In 2003, he hosted the game show Ninth Wave on Israel’s Channel 9. Since January 2006, he has served as the presenter of the documentary series The Investigation Continues... on NTV.

2010s

In 2009, Kanevsky appeared in the TV series Semin and its sequel Semin: Retribution He also voiced the character Finn McMissile, a spy, in the Russian dub of the animated film Cars 2.

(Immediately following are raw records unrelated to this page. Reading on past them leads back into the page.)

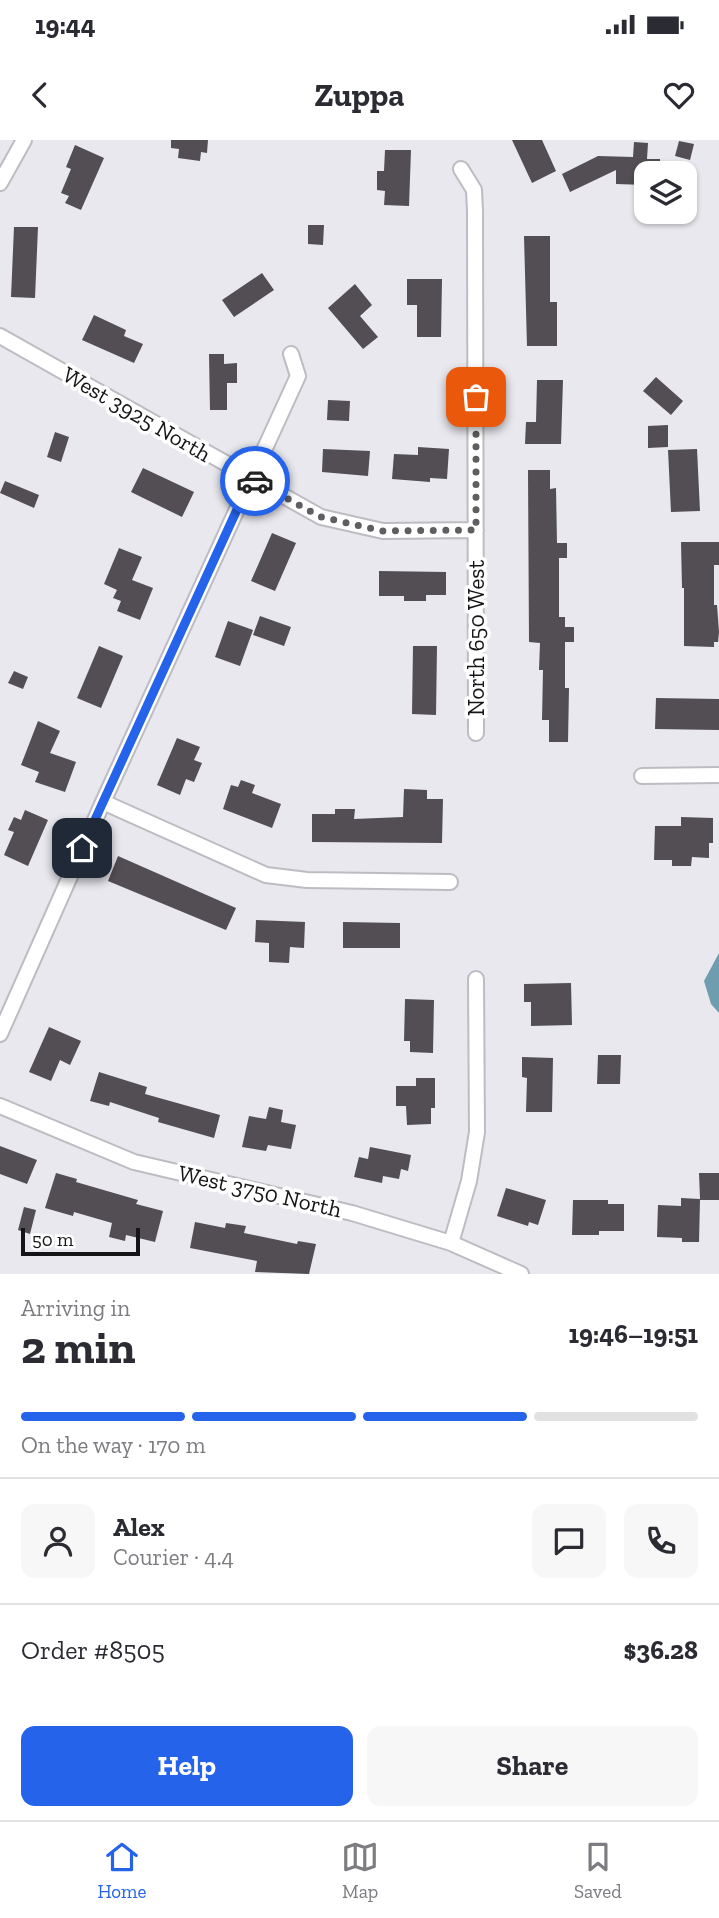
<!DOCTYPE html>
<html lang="en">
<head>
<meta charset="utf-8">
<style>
	body { margin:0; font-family:"Zilla Slab",serif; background:#f7f7f7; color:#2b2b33; height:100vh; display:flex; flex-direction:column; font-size:26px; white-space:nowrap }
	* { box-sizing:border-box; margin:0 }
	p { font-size:23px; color:#7c7c81 }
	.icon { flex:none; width:38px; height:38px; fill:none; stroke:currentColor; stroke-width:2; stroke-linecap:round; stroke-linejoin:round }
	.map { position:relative; height:1134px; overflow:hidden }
	.sheet { display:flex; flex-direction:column; background:#fff; flex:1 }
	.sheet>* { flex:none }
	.fabs { position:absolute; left:634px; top:21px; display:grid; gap:14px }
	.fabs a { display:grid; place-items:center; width:63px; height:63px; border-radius:14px; background:#fff; box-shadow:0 2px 5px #0004; font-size:35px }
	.scale { position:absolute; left:21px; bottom:18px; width:119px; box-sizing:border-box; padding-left:7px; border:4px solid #151517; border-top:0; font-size:19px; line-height:24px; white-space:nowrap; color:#151517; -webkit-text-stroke:5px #fff; paint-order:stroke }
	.pin { position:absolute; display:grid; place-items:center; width:60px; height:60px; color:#fff; margin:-30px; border-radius:14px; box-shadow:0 4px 10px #0006 }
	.courier { position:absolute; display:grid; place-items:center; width:70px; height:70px; margin:-35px; border:5px solid #2563eb; border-radius:50%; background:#fff; color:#222; box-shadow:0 2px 9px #0007 }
	.summary em { font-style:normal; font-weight:800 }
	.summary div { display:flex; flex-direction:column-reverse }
	.summary { display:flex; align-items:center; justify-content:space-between; height:119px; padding:0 21px }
	h1 { font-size:46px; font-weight:800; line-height:52px }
	.bar { display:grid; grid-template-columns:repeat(4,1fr); gap:10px 7px; align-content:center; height:84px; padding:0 21px }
	.bar i { height:9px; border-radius:5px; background:#e1e1e2 }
	.bar .on { background:#2563eb }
	.bar p { grid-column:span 4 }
	.line { display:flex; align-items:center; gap:18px; padding:0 21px; border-top:2px solid #e1e1e2 }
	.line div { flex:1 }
	.round { display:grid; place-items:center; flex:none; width:74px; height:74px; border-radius:14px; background:#f7f7f7 }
	.button { display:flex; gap:14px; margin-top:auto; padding:14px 21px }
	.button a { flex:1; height:80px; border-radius:14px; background:#2563eb; color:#fff; font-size:28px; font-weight:800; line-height:80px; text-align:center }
	.button a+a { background:#f7f7f7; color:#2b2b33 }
	.status { display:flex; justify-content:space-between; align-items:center; height:49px; padding:0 35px; background:#fff; direction:ltr }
	.status svg { height:19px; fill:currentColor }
	header { display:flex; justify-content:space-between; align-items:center; height:91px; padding:0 21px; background:#fff; font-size:32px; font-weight:800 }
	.dock { display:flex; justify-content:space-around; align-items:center; height:98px; border-top:2px solid #e1e1e2; background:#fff; font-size:19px; color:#7c7c81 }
	.dock a { display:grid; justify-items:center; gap:4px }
	.dock .on { color:#2563eb }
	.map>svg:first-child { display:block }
	.water { fill:#6d9daf }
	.building { fill:#524e53 }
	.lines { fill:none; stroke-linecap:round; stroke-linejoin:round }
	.minor-casing { stroke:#bcbcc2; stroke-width:18 }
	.minor { stroke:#fff; stroke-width:14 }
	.done { stroke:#5f5f62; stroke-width:7; stroke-dasharray:0 12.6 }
	.route { stroke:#2563eb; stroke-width:9 }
	.labels { text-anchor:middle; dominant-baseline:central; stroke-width:7; stroke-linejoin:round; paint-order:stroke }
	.street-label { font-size:23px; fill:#151517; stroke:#fff }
</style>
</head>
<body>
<div class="status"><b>19:44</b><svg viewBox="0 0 49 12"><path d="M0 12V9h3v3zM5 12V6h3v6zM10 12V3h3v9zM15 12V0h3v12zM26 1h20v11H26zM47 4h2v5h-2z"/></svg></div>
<header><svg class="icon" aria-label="back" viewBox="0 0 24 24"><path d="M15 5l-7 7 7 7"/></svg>Zuppa<svg class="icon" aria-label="heart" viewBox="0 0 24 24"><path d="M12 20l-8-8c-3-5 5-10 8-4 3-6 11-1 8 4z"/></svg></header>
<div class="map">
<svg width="719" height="1134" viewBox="0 0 719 1134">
	<rect width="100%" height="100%" fill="#e8e8ee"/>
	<!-- water -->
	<path class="water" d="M 719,813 L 719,873 L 711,864 L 704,841 Z"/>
	<!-- building -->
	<path class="building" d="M 171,0 L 208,0 L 207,13 L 201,12 L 200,21 L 178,18 L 179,9 L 171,8 Z
		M 512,0 L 542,0 L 556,31 L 532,43 Z
		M 679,1 L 694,4 L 690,20 L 675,16 Z
		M 634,2 L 648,3 L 647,19 L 660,19 L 660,33 L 646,33 L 646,45 L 616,44 L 616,30 L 570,52 L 562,34 L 598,16 L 633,17 Z
		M 75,5 L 104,18 L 81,70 L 65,63 L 69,56 L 61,53 L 71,29 L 66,27 Z
		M 385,10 L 411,10 L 409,66 L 384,65 L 385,51 L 377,50 L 377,31 L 384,31 Z
		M 308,85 L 324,85 L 323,105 L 308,104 Z
		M 14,87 L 38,87 L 35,158 L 11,157 Z
		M 524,96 L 550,96 L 550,162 L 557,162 L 557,206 L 527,206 Z
		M 262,133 L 274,150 L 234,177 L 222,160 Z
		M 407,139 L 442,139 L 441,197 L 417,197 L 417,165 L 407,165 Z
		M 355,144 L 372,165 L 360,176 L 378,197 L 363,209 L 328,168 Z
		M 94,175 L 126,190 L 124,196 L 143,204 L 134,223 L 82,200 Z
		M 209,214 L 224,214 L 224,224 L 237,223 L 237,243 L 227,243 L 227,270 L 210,270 Z
		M 656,237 L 683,261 L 671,275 L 643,251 Z
		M 537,240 L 563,240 L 561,304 L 525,304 L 526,282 L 536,282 Z
		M 328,260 L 350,261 L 349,281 L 327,280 Z
		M 668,285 L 668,307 L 648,308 L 648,286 Z
		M 55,292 L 69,297 L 61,322 L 47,317 Z
		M 418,307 L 449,309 L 447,339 L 430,338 L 430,342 L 392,339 L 394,314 L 418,315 Z
		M 323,309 L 370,311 L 368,336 L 322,332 Z
		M 697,309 L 700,371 L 671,372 L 668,310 Z
		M 143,328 L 194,352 L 182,377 L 131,352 Z
		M 528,330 L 550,330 L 550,349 L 556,348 L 557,403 L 567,403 L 567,418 L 559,418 L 559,477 L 565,477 L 565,487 L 574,487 L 574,502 L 565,502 L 565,548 L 569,548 L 568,602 L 549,602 L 549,580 L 542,580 L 543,530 L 539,530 L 540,503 L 529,502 Z
		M 5,341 L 39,355 L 34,368 L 0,353 Z
		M 272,393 L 296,403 L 275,451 L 251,441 Z
		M 681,402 L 719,402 L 719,425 L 714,425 L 714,465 L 717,465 L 719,492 L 718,502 L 714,502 L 714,507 L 684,506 L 684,448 L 682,448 Z
		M 119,408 L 142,417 L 132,440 L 153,448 L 140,480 L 117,471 L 121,461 L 113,458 L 117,450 L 104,444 Z
		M 379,431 L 446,432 L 446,455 L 426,455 L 426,461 L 404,461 L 404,456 L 379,456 Z
		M 260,476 L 291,487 L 284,506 L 253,495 Z
		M 228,481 L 253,490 L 240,526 L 215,517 Z
		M 99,506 L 123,516 L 101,568 L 77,558 Z
		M 413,506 L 437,506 L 436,575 L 412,574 Z
		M 14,531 L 28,537 L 23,549 L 8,543 Z
		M 656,558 L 719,559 L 719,590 L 655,589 Z
		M 38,581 L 60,591 L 50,613 L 76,622 L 65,652 L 35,642 L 39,632 L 21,625 Z
		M 177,598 L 200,607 L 194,620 L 202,623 L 194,642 L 186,639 L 180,655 L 157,645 Z
		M 241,640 L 255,645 L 252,653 L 281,664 L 272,688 L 223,669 L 231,645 L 238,647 Z
		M 404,649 L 427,650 L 427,659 L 443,659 L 442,703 L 312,702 L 312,674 L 335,674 L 335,669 L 355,669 L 354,679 L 403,677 Z
		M 25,670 L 48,680 L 28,726 L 4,715 L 14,692 L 8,690 L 14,677 L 21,680 Z
		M 681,677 L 713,678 L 713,703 L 709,703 L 709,718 L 692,717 L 691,726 L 672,726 L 672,720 L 654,720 L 655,686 L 681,686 Z
		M 118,716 L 236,768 L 226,790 L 108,741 Z
		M 256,780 L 305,782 L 304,808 L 290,807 L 289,823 L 269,822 L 269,803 L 255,802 Z
		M 343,782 L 400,783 L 400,808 L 343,808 Z
		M 571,843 L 572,885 L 531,886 L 531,862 L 524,862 L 524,844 Z
		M 405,859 L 434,860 L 433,913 L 410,912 L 410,901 L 404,901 Z
		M 49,887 L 81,901 L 70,925 L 60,920 L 51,941 L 29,932 Z
		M 598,915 L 621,915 L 620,944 L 597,944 Z
		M 522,917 L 553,918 L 552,972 L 526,972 L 527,938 L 522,937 Z
		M 99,932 L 147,947 L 145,954 L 220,975 L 214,998 L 158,982 L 159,978 L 110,962 L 109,966 L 90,961 Z
		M 416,938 L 435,938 L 435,968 L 431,968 L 431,984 L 407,985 L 406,966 L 396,966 L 396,946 L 416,946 Z
		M 269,967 L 283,970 L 281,982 L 296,985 L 291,1009 L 268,1005 L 266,1011 L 242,1007 L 249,976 L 266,979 Z
		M 0,1006 L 37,1020 L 27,1044 L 0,1034 Z
		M 370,1007 L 411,1015 L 408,1031 L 401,1029 L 399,1039 L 383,1036 L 382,1043 L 354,1037 L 359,1017 L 368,1019 Z
		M 56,1033 L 77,1039 L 76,1042 L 138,1060 L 136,1064 L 163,1071 L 155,1102 L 126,1095 L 125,1101 L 109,1097 L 112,1083 L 74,1072 L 73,1076 L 45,1068 Z
		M 699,1033 L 719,1033 L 719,1060 L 700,1060 L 699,1102 L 682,1102 L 682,1098 L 657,1097 L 658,1065 L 681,1066 L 681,1058 L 700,1059 Z
		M 506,1048 L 546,1060 L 538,1085 L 529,1082 L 528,1086 L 497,1076 Z
		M 573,1060 L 608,1060 L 608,1064 L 624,1064 L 624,1091 L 599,1091 L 599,1095 L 572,1095 Z
		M 24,1067 L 36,1070 L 30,1094 L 18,1090 Z
		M 195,1082 L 225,1088 L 226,1083 L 246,1086 L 244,1093 L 297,1104 L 298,1101 L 316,1104 L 309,1134 L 255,1132 L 257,1121 L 190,1108 Z"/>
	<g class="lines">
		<defs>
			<path id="minor" d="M 461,29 L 474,50 L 475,71 L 476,593
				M 0,43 L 24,0
				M 0,196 L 321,377 L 383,391 L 476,390
				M 642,636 L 719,635
				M 103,662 L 266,735 L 307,740 L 450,742
				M 0,894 L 103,662 L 298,236 L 291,214
				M 0,966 L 134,1022 L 352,1073 L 451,1103 L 521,1134
				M 451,1103 L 469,1041 L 477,992 L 476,839"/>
		</defs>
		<!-- minor casing -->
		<use href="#minor" class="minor-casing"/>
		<!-- minor -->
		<use href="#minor" class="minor"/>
	</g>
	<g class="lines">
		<!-- done -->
		<path class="done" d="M 255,341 L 321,377 L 383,391 L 476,390 L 476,257"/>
		<!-- route -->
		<path class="route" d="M 82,708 L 251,339 L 255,341"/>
	</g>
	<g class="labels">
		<!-- street labels -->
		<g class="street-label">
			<text transform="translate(137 274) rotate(30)">West 3925 North</text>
			<text transform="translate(476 498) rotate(-90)">North 650 West</text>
			<text transform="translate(260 1051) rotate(13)">West 3750 North</text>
		</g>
	</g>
</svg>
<div class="fabs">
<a><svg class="icon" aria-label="layers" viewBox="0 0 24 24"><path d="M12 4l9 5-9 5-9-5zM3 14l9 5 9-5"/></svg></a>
</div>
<div class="scale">50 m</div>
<div class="pin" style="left:476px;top:257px;background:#ea580c"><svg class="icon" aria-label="bag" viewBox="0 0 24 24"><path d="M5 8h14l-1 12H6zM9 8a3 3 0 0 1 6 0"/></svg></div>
<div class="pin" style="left:82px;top:708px;background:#1f2937"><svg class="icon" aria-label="home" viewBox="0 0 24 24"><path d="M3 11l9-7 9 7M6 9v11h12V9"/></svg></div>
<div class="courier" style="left:255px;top:341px"><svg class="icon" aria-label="car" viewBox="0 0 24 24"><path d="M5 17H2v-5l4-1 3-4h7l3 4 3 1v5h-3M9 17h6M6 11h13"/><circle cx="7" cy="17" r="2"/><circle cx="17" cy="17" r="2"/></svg></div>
</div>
<section class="sheet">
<div class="summary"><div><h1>2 min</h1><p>Arriving in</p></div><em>19:46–19:51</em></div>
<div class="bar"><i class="on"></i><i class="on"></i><i class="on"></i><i></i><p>On the way · 170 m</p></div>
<div class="line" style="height:126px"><a class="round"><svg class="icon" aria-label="person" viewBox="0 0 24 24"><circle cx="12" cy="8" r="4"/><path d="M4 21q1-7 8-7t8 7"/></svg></a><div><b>Alex</b><p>Courier · 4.4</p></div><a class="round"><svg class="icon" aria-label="chat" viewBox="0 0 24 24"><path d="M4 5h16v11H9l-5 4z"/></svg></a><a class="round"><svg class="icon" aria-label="phone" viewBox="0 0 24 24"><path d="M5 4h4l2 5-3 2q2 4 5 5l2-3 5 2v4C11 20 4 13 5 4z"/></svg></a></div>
<div class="line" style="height:91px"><div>Order #8505</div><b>$36.28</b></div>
<div class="button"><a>Help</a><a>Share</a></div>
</section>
<nav class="dock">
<a class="on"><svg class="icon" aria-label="home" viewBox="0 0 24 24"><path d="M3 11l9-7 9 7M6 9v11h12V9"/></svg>Home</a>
<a><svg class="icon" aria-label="map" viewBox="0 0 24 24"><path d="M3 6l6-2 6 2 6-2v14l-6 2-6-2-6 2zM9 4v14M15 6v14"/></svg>Map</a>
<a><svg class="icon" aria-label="saved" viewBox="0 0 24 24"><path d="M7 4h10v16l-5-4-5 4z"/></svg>Saved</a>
</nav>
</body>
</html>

Over his decades-long career, Kanevsky has acted in over 50 films and TV series. He is a member of the Russian Union of Cinematographers.

==Filmography==

- 1963 — Forty Minutes Before Dawn — Store manager in a village general store
- 1965 — City of Masters — Head of the secret police
- 1967 — The Life and Ascension of Yuras Bratchik — A henchman of the cardinal, posing as a blind beggar
- 1967 — Two Hours Earlier — Ensemble administrator
- 1968 — Spring on the Oder — Intelligence officer Oganesyan
- 1968 — Smile to Your Neighbor — House Manager
- 1968 — The Punisher — Mr. Andreas
- 1968 — The Diamond Arm — Contrabandist, put in plaster
- 1969 — The Red Tent — Italian Radio Operator
- 1969 — Every Evening at Eleven — Saxophonist
- 1969 — Abduction — Director
- 1969 — Commandant Lauterburg — Collins
- 1970 — Amazing Boy — Boxer Uppercut
- 1971 — 2003 — The Investigation Is Conducted by ZnaToKi — Tomin
- 1972 — Train Stop — Two Minutes — Krasovsky
- 1972 — So the Summer Has Passed
- 1974 — Adventures in a City that does not Exist — Captain Bonaventure
- 1975 — Countermeasure - Smirnov
- 1978 — d'Artagnan and Three Musketeers
- 1982 — Along Unknown Paths — Desyatnik Millionskiy
- 1983 — Mary Poppins, Goodbye — as Bob Goodetty
- 1984 — Pippi Longstocking
- 1990 — Death in the Cinema
- 2001 — Late Marriage
- 2005 — Poor Relatives
- 2008 — Photographer
- 2009 — Semin
- 2010 — Between the Lines — Efim (Fima) Melnik
- 2011 — Semin. Retribution —Boris Petrovich Semin, Police colonel, Head of Department (main role)
- 2011 — Cars 2 — Finn McMissile (Russian version)
- 2012 — Welcome and … Our Condolences — as himself (outro gag)
- 2017 — Purely Moscow Murders —Grigory
- 2017 — Hotel of Happy Hearts — Aron Moiseevich, Pawnshop Owner
- 2018 — What Men Talk About. Continuation — Semyon, Lesha's Father
- 2019 — Women's Version. The Secret of the Party Dacha — Boris Semyonovich Bystrykh, Member of the Central Committee of the CPSU, father of Svetlana

==TV==
Kanevsky is the host and main person behind the NTV crime documentary series The investigation led by... (2006–).